Avoiding the Resentful Listener
In almost any situation honoring someone's choice creates better connection. Autonomy is one of the most important human needs. When someone has the perception that you are talking to them without considering their choice, resentful listening is often the result.
A little mindfulness about starting a conversation can go a long way. In a couple I have been working with, one partner said she had been practicing starting conversations by asking her partner, "Can I tell you something?" With this one little question, her partner felt great relief because it met her needs for consideration, choice, and participation.
The partner who asked was also relieved to get clarity about when she could be heard and when she couldn't. Without this clarity she reported this experience, "My partner would look up at me with irritation and say, ‘I can't listen to you right now.' I would then feel hurt and either shut down or get angry." She said this rarely happens now.
They also made an agreement that neither of them would try to talk over the kids. When a child interrupted, the conversation would stop, one of them would tend to the child's need, and then the conversation could start again where it left off.
Asking if someone wants to listen to you before you start talking, not only respects their choice, but also supports you in getting heard.
Here are some ways to ask for listening:
Can I tell you something?
I have something to share. Are you up for hearing it?
I have a celebration. Can I share it with you?
I am wanting to tell about ______. Are you interested in hearing?
I notice I am needing empathy. Are you in a place for that?
As you come up with ways to ask for listening you may find that you get an automatic yes from certain people. Sometimes people are so surprised at being asked they don't really believe it's a choice.

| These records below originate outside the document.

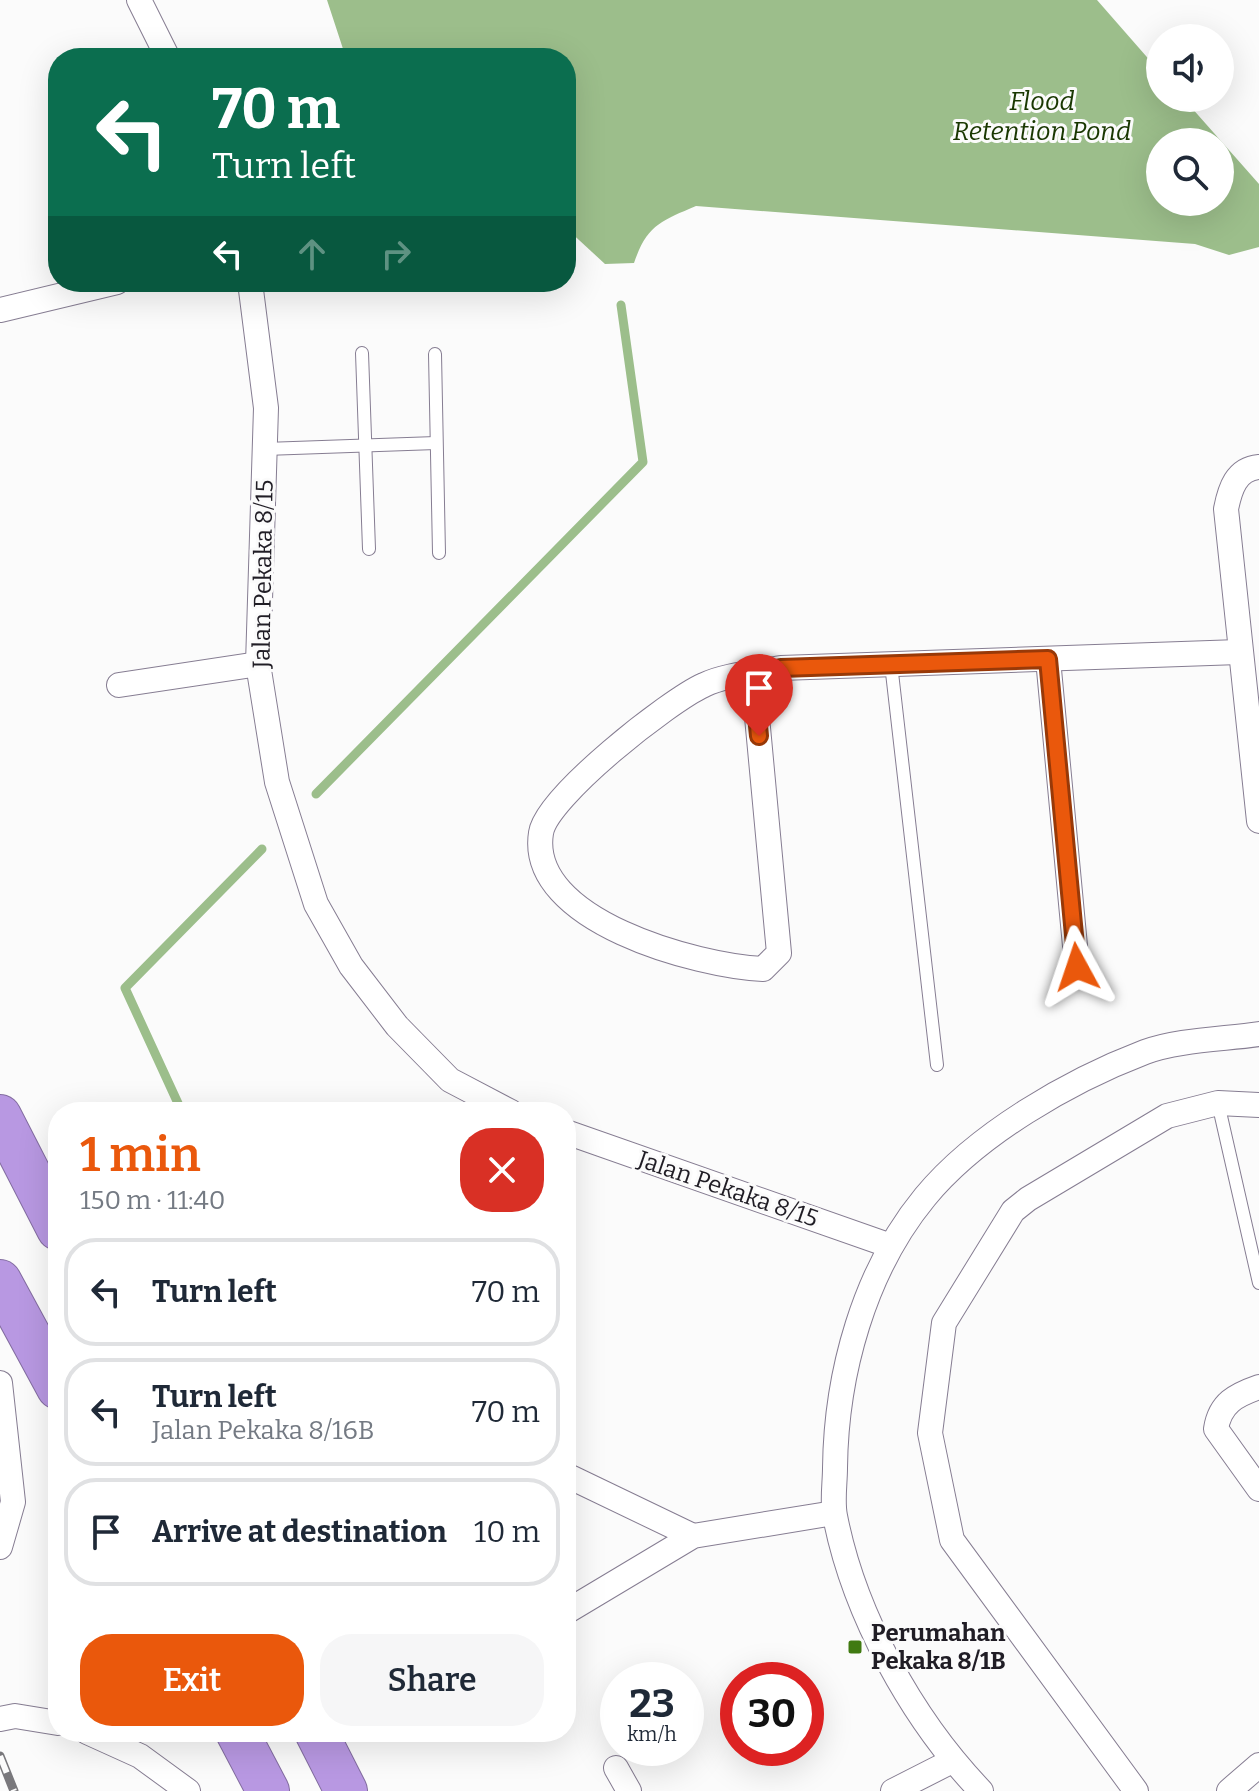 <!DOCTYPE html>
<html lang="en">
<head>
<meta charset="utf-8">
<style>
	:root { --surface:#fff; --page:#f6f6f7; --text:#1f2937; --muted:#747a83; --line:#e0e1e3; --accent:#ea580c }
	body { margin:0; font-family:Bitter,serif; background:var(--page); color:var(--text); height:100vh; display:flex; flex-direction:column; font-size:30px; white-space:nowrap }
	* { box-sizing:border-box; margin:0 }
	p { font-size:26px; color:var(--muted) }
	.icon { flex:none; width:44px; height:44px; fill:none; stroke:currentColor; stroke-width:2; stroke-linecap:round; stroke-linejoin:round }
	.map { position:relative; flex:1; overflow:hidden }
	.panel { position:absolute; left:48px; top:1102px; width:528px; height:640px; display:flex; flex-direction:column; background:var(--surface); border-radius:32px; box-shadow:0 8px 32px #0002 }
	.panel>* { flex:none }
	.hud { position:absolute; left:48px; top:48px; width:528px; height:244px; border-radius:32px; box-shadow:0 8px 32px #0002; background:#0b6e4f; color:#fff; overflow:hidden }
	.tools { position:absolute; left:1146px; top:24px; display:grid; gap:16px }
	.tools a { display:grid; place-items:center; width:88px; height:88px; border-radius:50%; background:var(--surface); box-shadow:0 8px 32px #0002; font-size:40px }
	.speed { position:absolute; left:600px; top:1662px; display:flex; gap:16px; font-size:40px; font-weight:700; text-align:center }
	.speed>* { display:grid; place-content:center; width:104px; height:104px; border-radius:50%; background:var(--surface); box-shadow:0 8px 32px #0002; line-height:1 }
	.speed small { font-size:20px; font-weight:400 }
	.speed .limit { border:12px solid #d22; background:#fff; color:#111 }
	.pin { position:absolute; display:grid; place-items:center; width:68px; height:68px; color:#fff; margin:-82px -34px; border-radius:50% 50% 50% 0; rotate:-45deg; box-shadow:0 0 8px #0007 }
	.pin .icon { rotate:45deg }
	.me { position:absolute; width:88px; margin:-44px; rotate:355deg; stroke-linejoin:round; filter:drop-shadow(0 0 6px #0008) }
	.turn { display:flex; align-items:center; gap:28px; height:168px; padding:0 32px; font-size:36px }
	.turn .icon { width:104px; height:104px; stroke-width:2.5 }
	.turn b { display:block; font-size:56px; line-height:68px }
	.lanes { display:flex; align-items:center; height:76px; padding:0 32px; background:#0003; justify-content:center; gap:40px; direction:ltr }
	.lanes .off { opacity:.35 }
	.round { display:grid; place-items:center; flex:none; width:84px; height:84px; border-radius:32px; background:var(--page) }
	.headline { display:flex; align-items:center; justify-content:space-between; height:136px; padding:0 32px }
	h1 { font-size:48px; font-weight:600; line-height:60px; color:var(--accent) }
	.action { display:flex; gap:16px; margin-top:auto; padding:16px 32px }
	.action a { flex:1; height:92px; border-radius:32px; background:var(--accent); color:#fff; font-size:32px; font-weight:600; line-height:92px; text-align:center }
	.action a+a { background:var(--page); color:var(--text) }
	ul { padding:0; list-style:none }
	li { display:flex; align-items:center; gap:24px; height:108px; margin:0 16px 12px; padding:0 16px; border:4px solid var(--line); border-radius:32px }
	li div { flex:1 }
	li b { display:block; font-size:30px }
	li em { font-style:normal }
	.map>svg:first-child { display:block }
	.water { fill:#9cbe8b; fill-rule:evenodd }
	.lines { fill:none; stroke-linecap:round; stroke-linejoin:round }
	.stream { stroke:#9cbe8b; stroke-width:9 }
	.lane-casing { stroke:#867d92; stroke-width:14 }
	.street-casing { stroke:#867d92; stroke-width:26 }
	.highway-casing { stroke:#836da0; stroke-width:44 }
	.lane { stroke:#fff; stroke-width:12 }
	.street { stroke:#fff; stroke-width:24 }
	.highway { stroke:#b898e2; stroke-width:42 }
	.rail-casing { stroke:#79787c; stroke-width:9 }
	.rail { stroke:#fbfbfb; stroke-width:6; stroke-dasharray:18; stroke-linecap:butt }
	.route-casing { stroke:#983908; stroke-width:20 }
	.route { stroke:#ea580c; stroke-width:14 }
	.poi-dot { fill:#407a11; stroke:#fbfbfb; stroke-width:3 }
	.labels { text-anchor:middle; dominant-baseline:central; stroke-width:6; stroke-linejoin:round; paint-order:stroke }
	.street-label { font-size:24px; fill:#201d25; stroke:#fbfbfb }
	.poi-label { font-size:24px; font-weight:bold; fill:#201d25; stroke:#fbfbfb; text-anchor:start }
	.water-label { font-size:26px; font-style:italic; fill:#193701; stroke:#fbfbfb }
</style>
</head>
<body>
<div class="map">
<svg width="1259" height="1791" viewBox="0 0 1259 1791">
	<rect width="100%" height="100%" fill="#fbfbfb"/>
	<!-- water -->
	<path class="water" d="M 327,0 L 1097,0 L 1160,72 L 1160,98 L 1183,98 L 1259,184 L 1259,247 L 1229,255 L 1195,244 L 696,206 C 661,221 647,225 634,263 L 605,264 L 566,228 L 566,58 L 346,58 ZM 1160,142 L 1220,142 L 1220,202 L 1160,202 Z"/>
	<g class="lines">
		<!-- stream -->
		<g class="stream">
			<polyline points="316,794 643,462 621,305"/>
			<polyline points="182,1112 125,988 262,849"/>
		</g>
		<!-- lane casing -->
		<g class="lane-casing">
			<g id="lane">
				<polyline points="362,353 369,549"/>
				<polyline points="435,354 439,553"/>
				<polyline points="265,449 436,443"/>
				<polyline points="891,664 937,1065"/>
				<polyline points="1218,1103 1259,1283"/>
			</g>
		</g>
		<!-- street casing -->
		<g class="street-casing">
			<g id="street">
				<polyline points="139,0 168,58"/>
				<polyline points="250,282 266,408 258,664 277,782 316,904 351,966 397,1026 450,1080 511,1112"/>
				<polyline points="0,310 117,282"/>
				<path d="M 1259,467 C 1236,469 1230,489 1226,509 L 1259,821"/>
				<polyline points="1048,659 1077,967"/>
				<path d="M 753,674 L 779,953 L 763,969 C 698,966 527,921 541,833 C 546,797 670,700 704,685 C 727,674 757,673 781,668 L 1239,652"/>
				<polyline points="119,685 258,664"/>
				<polyline points="566,1132 891,1246"/>
				<polyline points="0,1383 13,1502 0,1547"/>
				<path d="M 1259,1387 C 1236,1395 1220,1403 1216,1429 L 1259,1489"/>
				<polyline points="566,1475 693,1536"/>
				<polyline points="566,1612 693,1536 834,1513"/>
				<polyline points="0,1719 15,1716 58,1723"/>
				<polyline points="87,1732 140,1756 188,1791"/>
				<polyline points="616,1768 629,1791"/>
				<polyline points="893,1791 952,1761"/>
				<path d="M 981,1791 C 912,1719 854,1614 835,1516 C 832,1501 835,1483 835,1468 C 836,1374 864,1271 925,1197 C 977,1134 1069,1081 1145,1052 C 1176,1040 1225,1039 1259,1034"/>
				<polyline points="1136,1791 952,1540 930,1433 944,1323 1013,1211 1028,1199 1167,1116 1218,1103 1259,1105"/>
				<polyline points="1229,1791 1259,1765"/>
			</g>
		</g>
		<!-- highway casing -->
		<g class="highway-casing">
			<g id="highway">
				<polyline points="0,1116 58,1229"/>
				<polyline points="0,1281 58,1388"/>
				<polyline points="237,1732 268,1791"/>
				<polyline points="316,1732 346,1791"/>
			</g>
		</g>
		<!-- lane -->
		<use href="#lane" class="lane"/>
		<!-- street -->
		<use href="#street" class="street"/>
		<!-- highway -->
		<use href="#highway" class="highway"/>
		<!-- rail casing -->
		<g class="rail-casing">
			<polyline id="rail" points="0,1756 14,1791"/>
		</g>
		<!-- rail -->
		<use href="#rail" class="rail"/>
	</g>
	<g class="lines">
		<!-- route casing -->
		<g class="route-casing">
			<polyline id="route" points="759,736 753,674 781,668 1048,659 1077,967"/>
		</g>
		<!-- route -->
		<use href="#route" class="route"/>
	</g>
	<!-- markers -->
	<rect class="poi-dot" x="847" y="1639" width="16" height="16" rx="4"/>
	<g class="labels">
		<!-- street labels -->
		<g class="street-label">
			<text transform="translate(263 574) rotate(-89)">Jalan Pekaka 8/15</text>
			<text transform="translate(728 1189) rotate(19)">Jalan Pekaka 8/15</text>
		</g>
		<!-- poi labels -->
		<g class="poi-label">
			<text x="871" y="1633">Perumahan<tspan x="871" dy="28">Pekaka 8/1B</tspan></text>
		</g>
		<!-- water labels -->
		<g class="water-label">
			<text x="1042" y="101">Flood<tspan x="1042" dy="30">Retention Pond</tspan></text>
		</g>
	</g>
</svg>
<div class="tools">
<a><svg class="icon" aria-label="sound" viewBox="0 0 24 24"><path d="M4 9h4l5-4v14l-5-4H4zM17 9q2 3 0 6"/></svg></a>
<a><svg class="icon" aria-label="search" viewBox="0 0 24 24"><circle cx="10" cy="10" r="6"/><path d="M15 15l6 6"/></svg></a>
</div>
<div class="speed"><div>23<small>km/h</small></div><div class="limit">30</div></div>
<div class="pin" style="left:759px;top:736px;background:#d93025"><svg class="icon" aria-label="arrive" viewBox="0 0 24 24"><path d="M6 21V4h12l-3 4 3 4H6"/></svg></div>
<svg class="me" style="left:1077px;top:967px" viewBox="-20 -20 40 40"><path d="M0-17L14 15 0 8-14 15z" fill="#ea580c" stroke="#fff" stroke-width="4"/></svg>
<div class="hud">
<div class="turn"><svg class="icon" aria-label="left" viewBox="0 0 24 24"><path d="M17 20v-9H6M10 6l-5 5 5 5"/></svg><div><b>70 m</b>Turn left</div></div>
<div class="lanes"><svg class="icon" aria-label="left" viewBox="0 0 24 24"><path d="M17 20v-9H6M10 6l-5 5 5 5"/></svg><svg class="icon off" aria-label="ahead" viewBox="0 0 24 24"><path d="M12 20V5M6 11l6-6 6 6"/></svg><svg class="icon off" aria-label="right" viewBox="0 0 24 24"><path d="M7 20v-9h11M14 6l5 5-5 5"/></svg></div>
</div>
<section class="panel">
<div class="headline"><div><h1>1 min</h1><p>150 m · 11:40</p></div><a class="round" style="background:#d93025;color:#fff"><svg class="icon" aria-label="close" viewBox="0 0 24 24"><path d="M6 6l12 12M18 6L6 18"/></svg></a></div>
<ul>
<li><svg class="icon" aria-label="left" viewBox="0 0 24 24"><path d="M17 20v-9H6M10 6l-5 5 5 5"/></svg><div><b>Turn left</b></div><em>70 m</em></li>
<li><svg class="icon" aria-label="left" viewBox="0 0 24 24"><path d="M17 20v-9H6M10 6l-5 5 5 5"/></svg><div><b>Turn left</b><p>Jalan Pekaka 8/16B</p></div><em>70 m</em></li>
<li><svg class="icon" aria-label="arrive" viewBox="0 0 24 24"><path d="M6 21V4h12l-3 4 3 4H6"/></svg><div><b>Arrive at destination</b></div><em>10 m</em></li>
</ul>
<div class="action"><a>Exit</a><a>Share</a></div>
</section>
</div>
</body>
</html>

You can support someone in making an authentic choice by offering a second option such as:
Or do you want to talk later?
Or are you needing some quiet?
Or are you really focused on what you are doing?
Or does that topic seem like too much right now?
Offering options like these shows more explicitly that you are considering their needs when you make your request.
This week practice checking in with someone before you start a conversation. Practice a variety of ways to honor their choice in listening or not. When someone does choose consciously to listen to you, notice if there is a difference in your quality of connection and your sense of being heard.